Motion-to-Text

Transforming Human Movements into Natural Language

Motion-2-Text model overview

Introduction

Understanding human motion and converting it into natural language is a complex challenge at the intersection of computer vision, deep learning, and natural language processing. This project introduces an autoencoder-based model that translates human motion sequences into textual descriptions using a Transformer-based Motion Encoder and a GPT-2-based Text Decoder.


Model Architecture

The model consists of three main components:

1. Motion Encoder Transformer

The Motion Encoder processes a sequence of human poses (joint positions over time) and encodes them into a latent representation:

  • 1D Convolutions to capture local motion patterns
  • Transformer Encoder to model long-range temporal dependencies
  • Projection Layer to map motion representations to a format compatible with GPT-2
  • L2 Normalization and Noise Injection to stabilize embeddings and improve generalization

Output: A 768-dimensional latent vector representing the motion.


2. Latent Space Representation

The latent space acts as an intermediate representation between motion and text:

  • Dimensionality Reduction to condense motion data
  • Noise Addition to improve robustness
  • Transformation to GPT-2 Embeddings for smooth integration with the text decoder

This intermediate space is crucial for effective motion-to-text transformation.

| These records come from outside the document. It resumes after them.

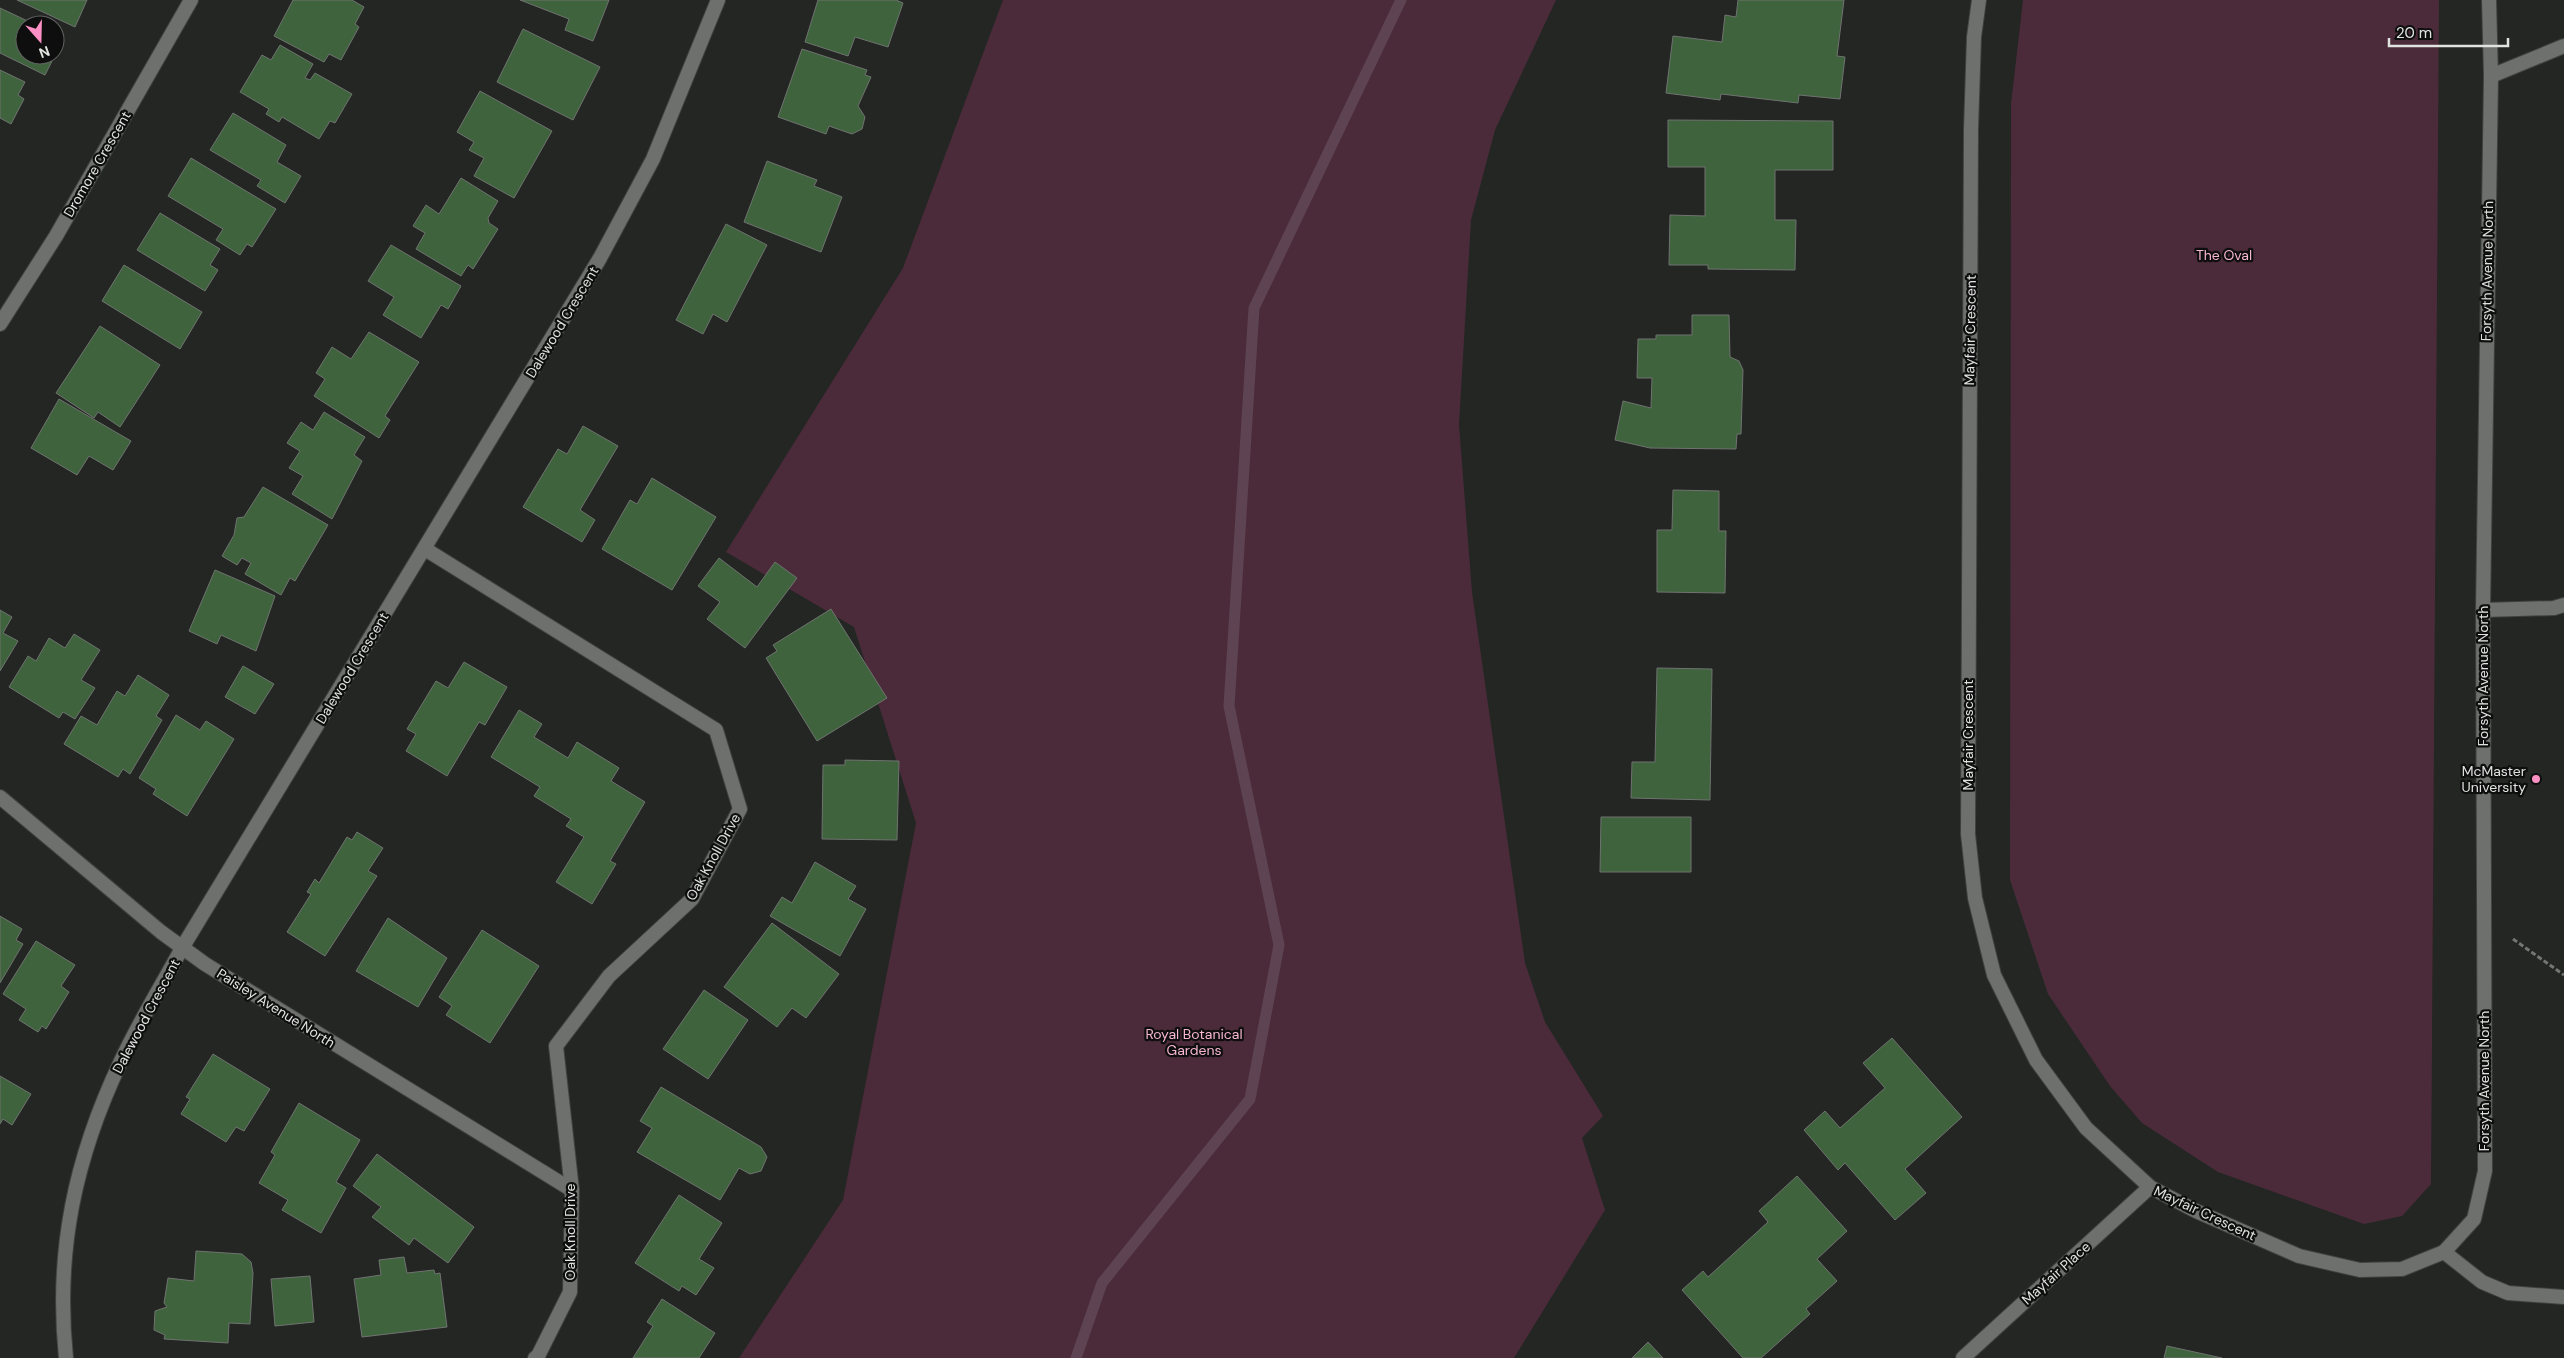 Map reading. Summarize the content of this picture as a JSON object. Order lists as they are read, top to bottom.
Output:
{
  "streets": {
    "street": [
      "Dromore Crescent",
      "Forsyth Avenue North",
      "Dalewood Crescent",
      "Mayfair Crescent",
      "Oak Knoll Drive",
      "Paisley Avenue North",
      "Mayfair Place"
    ]
  },
  "crossings": [
    ["Forsyth Avenue North", "Mayfair Crescent"],
    ["Dalewood Crescent", "Oak Knoll Drive"],
    ["Dalewood Crescent", "Paisley Avenue North"],
    ["Mayfair Crescent", "Mayfair Place"],
    ["Oak Knoll Drive", "Paisley Avenue North"]
  ],
  "parks": ["The Oval", "Royal Botanical Gardens"],
  "places": ["McMaster University"],
  "scale_bar": "20 m",
  "north": "bottom"
}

3. Text Decoder with GPT-2

The Text Decoder generates coherent sentences from the latent motion representation:

  • Latent-to-GPT-2 Projection to align motion embeddings with GPT-2’s format
  • Cross-Attention Layer to refine context understanding
  • Autoregressive Text Generation for natural sentence construction
  • Controlled Generation using temperature, top-p sampling, and repetition penalties

Example Output:
“A person walks forward and picks something up with their right hand.”


Training Strategy

The training process is divided into two phases:

1. Pretraining Motion Encoder

  • GPT-2 is frozen for the first four epochs to stabilize motion embeddings
  • Layer Normalization & Weight Decay to avoid gradient explosion
  • ReduceLROnPlateau Scheduler to adjust learning rate dynamically

2. Fine-Tuning GPT-2

  • Gradual Unfreezing of GPT-2 for better adaptation
  • Scheduled Sampling replaces 10% of ground-truth tokens with model predictions for robustness
  • Gradient Clipping to prevent unstable updates

This approach steadily improves the BLEU score and text coherence.


Results & Key Takeaways

  • Improved Text Quality: The model generates concise and natural descriptions
  • Higher BLEU Score: Optimized training strategies enhance fluency
  • Better Generalization: Noise injection prevents overfitting to specific motion patterns
  • More Robust Predictions: Cross-attention improves motion understanding

Next Steps

  • Extending the model to 3D motion datasets
  • Improving diversity in sentence generation
  • Exploring real-time motion captioning for applications in AR/VR

This project represents a step forward in bridging human motion and language, with potential applications in action recognition, robotics, and accessibility.